Freshman Rebecca Young remarked that such a program would significantly improve the PE experience.

“I think right now people look at PE as something [they do not] look forward to or … want to do because it’s not relaxing at all, and it doesn’t help,” Young said. “I think [the program] would help us look forward to all of our classes more and make [us] feel more awake for the rest of the day.”

However, others view the integration of mindfulness into school curriculum not as a benefit, but instead as a potential time-waster.

Freshman Layla Jiang mentioned that mindfulness would be unnecessary and difficult to facilitate successfully.

“I feel like maybe some students wouldn’t take it seriously, just because people don’t really take PE as a serious class in the first place,” Jiang said.

Similarly, junior Andy Kotik said that the exercises introduced would not be carried into students’ everyday lives.

“It would be good to [teach mindfulness], but [students] wouldn’t do it afterwards,” Kotik said.

Despite the criticisms, Bloom wants to seamlessly incorporate a balanced dose of mindfulness into students’ school lives.
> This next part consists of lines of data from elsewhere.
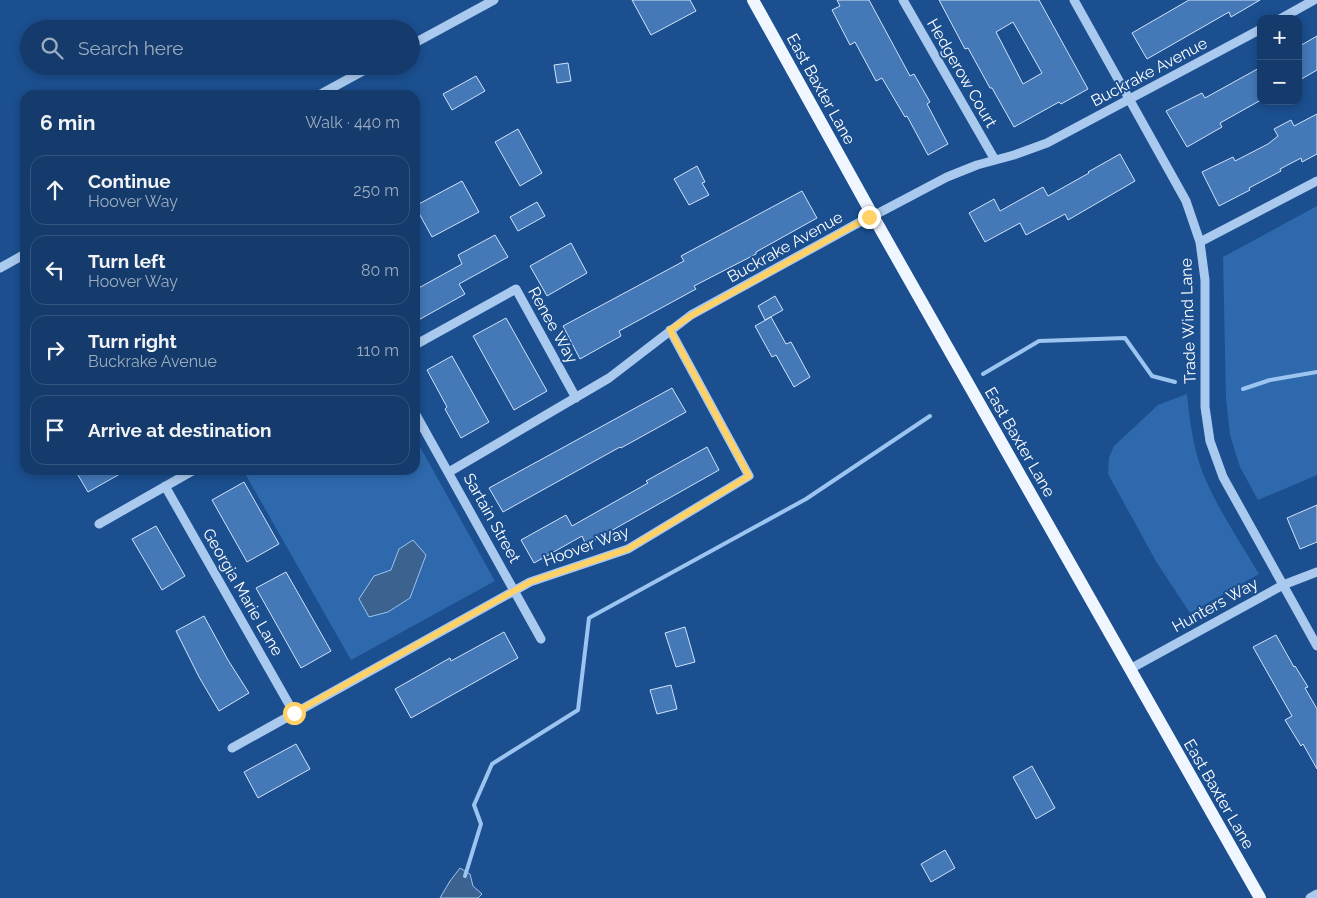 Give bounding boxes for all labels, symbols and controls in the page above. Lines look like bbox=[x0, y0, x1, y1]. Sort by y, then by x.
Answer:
street label: Hedgerow Court bbox=[923, 15, 1001, 131]
map controls bbox=[1257, 15, 1302, 105]
button: + bbox=[1257, 15, 1302, 60]
search box bbox=[20, 20, 420, 75]
street label: East Baxter Lane bbox=[783, 30, 859, 148]
street label: Buckrake Avenue bbox=[1088, 33, 1210, 111]
icon: search bbox=[38, 34, 66, 62]
text: Search here bbox=[78, 37, 184, 59]
button: − bbox=[1257, 60, 1302, 105]
text: 6 min bbox=[40, 110, 95, 135]
text: Walk · 440 m bbox=[305, 113, 400, 132]
text: Continue bbox=[88, 170, 171, 192]
icon: ahead bbox=[41, 176, 69, 204]
text: 250 m bbox=[353, 181, 399, 200]
text: Hoover Way bbox=[88, 192, 178, 211]
route end bbox=[858, 206, 881, 229]
street label: Buckrake Avenue bbox=[724, 207, 846, 287]
text: Turn left bbox=[88, 250, 165, 272]
icon: left bbox=[41, 256, 69, 284]
street label: Trade Wind Lane bbox=[1176, 258, 1200, 384]
text: 80 m bbox=[361, 261, 399, 280]
text: Hoover Way bbox=[88, 272, 178, 291]
street label: Renee Way bbox=[524, 284, 582, 367]
text: Turn right bbox=[88, 330, 177, 352]
icon: right bbox=[41, 336, 69, 364]
text: 110 m bbox=[357, 341, 399, 360]
text: Buckrake Avenue bbox=[88, 352, 217, 371]
street label: East Baxter Lane bbox=[981, 384, 1059, 500]
icon: arrive bbox=[41, 416, 69, 444]
text: Arrive at destination bbox=[88, 419, 272, 441]
street label: Sartain Street bbox=[460, 470, 525, 567]
street label: Hoover Way bbox=[541, 522, 632, 570]
street label: Georgia Marie Lane bbox=[199, 525, 287, 659]
street label: Hunters Way bbox=[1169, 573, 1261, 636]
route start bbox=[283, 702, 306, 725]
street label: East Baxter Lane bbox=[1180, 736, 1258, 852]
“We always talk about eating well and exercising and getting enough sleep,” Bloom said. “All of those are just simple practices and habits, and I see mindfulness and meditation as something that is very simple and very much related to that — it’s a practice and habit that makes us healthier.”

With these ideas in mind, Bloom hopes to implement major changes to Paly’s culture in order to help the community reassess student well-being.